La prima di queste preghiere riguarda la città dell’uomo. “È possibile –ha chiesto il presule – abitare la città senza essere infelici? Senza avere paura? Senza essere smarriti nelle complicazioni? Umiliati nell’impotenza? Ignorati nell’anonimato? Scoraggiati dal lamento, dalle proteste, dai comportamenti meschini, maleducati, indifferenti, cattivi?”. La seconda preghiera è quella della gente: “La vita può essere salvata dalla banalità? C’è qualche cosa che ci raduna che non sia solo coincidenza, trovarsi a vivere nello stesso condominio o nella stessa via? Un incontrarsi che non sia solo per lavorare, fare affari, essere tifosi della stessa squadra? Il vicinato può essere salvato dal pettegolezzo, dalla diffidenza, dai meschini dispetti, dalle gelosie e dall’invidia? I doni ricevuti dai nostri padri potranno essere consegnati al futuro?”. La terza preghiera è quella della Chiesa: “La Chiesa ha qualche cosa da dire a questa città? C’è una parola che può raggiungere la gente indaffarata, la gente distratta, la gente disperata? C’è una parola in nome di Dio? C’è una forza che può rendere la Chiesa unita in una carità che sia sopra tutto, in un ardore che sia missione appassionata, coraggiosa profezia; in una gioia che il principe di questo mondo non possa spegnere o rapire?”.

Ha detto monsignor Delpini che le tre chiavi, le tre preghiere, le tre domande che formano l’essenza del mistero “aprono un solo tesoro, trovano una sola risposta, sono esaudite da una sola rivelazione: la Verità di Dio, l’innocente crocifisso! Per il vescovo significa non sapere altro che Cristo Crocifisso; per i Custodi delle Sante Croci che la via “per trasfigurare il convivere in fraternità” è solo quella; per il sindaco della città dell’uomo che “il fondamento su cui possono stare salde le istituzioni è l’evidenza di una dipendenza, è la riconoscenza per il dono ricevuto, è il riferimento all’oltre, all’Altro che non si riduce a una opzione così personale da dover essere nascosta, come fosse un attentato alla democrazia, ma è il principio della speranza, la motivazione più necessaria per la dedicazione al bene comune”, perché “il fondamento buono del potere è la vocazione a servire”.
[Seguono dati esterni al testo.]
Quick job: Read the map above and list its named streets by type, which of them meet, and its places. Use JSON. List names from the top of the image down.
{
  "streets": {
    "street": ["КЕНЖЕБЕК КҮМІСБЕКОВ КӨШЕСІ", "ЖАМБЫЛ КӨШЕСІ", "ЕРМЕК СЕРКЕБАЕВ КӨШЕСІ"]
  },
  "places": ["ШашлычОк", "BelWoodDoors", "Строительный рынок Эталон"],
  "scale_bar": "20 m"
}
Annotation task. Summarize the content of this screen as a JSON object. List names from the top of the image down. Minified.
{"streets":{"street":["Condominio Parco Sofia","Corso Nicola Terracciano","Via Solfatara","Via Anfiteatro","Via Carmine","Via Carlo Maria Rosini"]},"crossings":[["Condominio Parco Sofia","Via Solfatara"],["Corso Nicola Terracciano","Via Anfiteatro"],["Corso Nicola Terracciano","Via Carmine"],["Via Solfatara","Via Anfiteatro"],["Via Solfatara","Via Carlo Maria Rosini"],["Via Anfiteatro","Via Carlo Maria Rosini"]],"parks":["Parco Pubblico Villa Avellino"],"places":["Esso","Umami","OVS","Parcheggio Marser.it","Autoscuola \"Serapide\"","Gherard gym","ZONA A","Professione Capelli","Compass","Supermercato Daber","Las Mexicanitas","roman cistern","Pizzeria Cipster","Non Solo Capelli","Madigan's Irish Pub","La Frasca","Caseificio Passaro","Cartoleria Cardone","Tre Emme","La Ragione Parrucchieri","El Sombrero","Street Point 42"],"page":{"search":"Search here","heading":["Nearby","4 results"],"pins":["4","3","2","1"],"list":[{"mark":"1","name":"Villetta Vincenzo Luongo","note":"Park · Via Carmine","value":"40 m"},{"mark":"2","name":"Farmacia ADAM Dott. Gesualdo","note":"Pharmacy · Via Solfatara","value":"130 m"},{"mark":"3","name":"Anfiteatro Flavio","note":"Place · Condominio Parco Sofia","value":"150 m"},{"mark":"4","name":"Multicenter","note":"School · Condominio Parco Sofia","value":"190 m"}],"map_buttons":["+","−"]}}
Però, per dare i frutti desiderati, le tre chiavi devono essere usate insieme. Infatti, esse “aprono solo se sono usate contemporaneamente: la Chiesa, la società civile, le istituzioni pubbliche possono aprire insieme la cassaforte perché insieme possono trovare la verità che illumina la vita, l’amore che rende possibile la convivenza di tutti i fratelli, la speranza che incoraggia il cammino…”.

Se non crediamo nella Croce, fidiamoci del suo significato: ha le braccia spalancate e pronte ad accogliere tutti; se crediamo che la Croce sia salvezza e verità, comunichiamo a chi ci sta vicino la sua grandezza. Ma se qualcuno abusa della Croce, non esitiamo a rinfacciargli la sua doppiezza.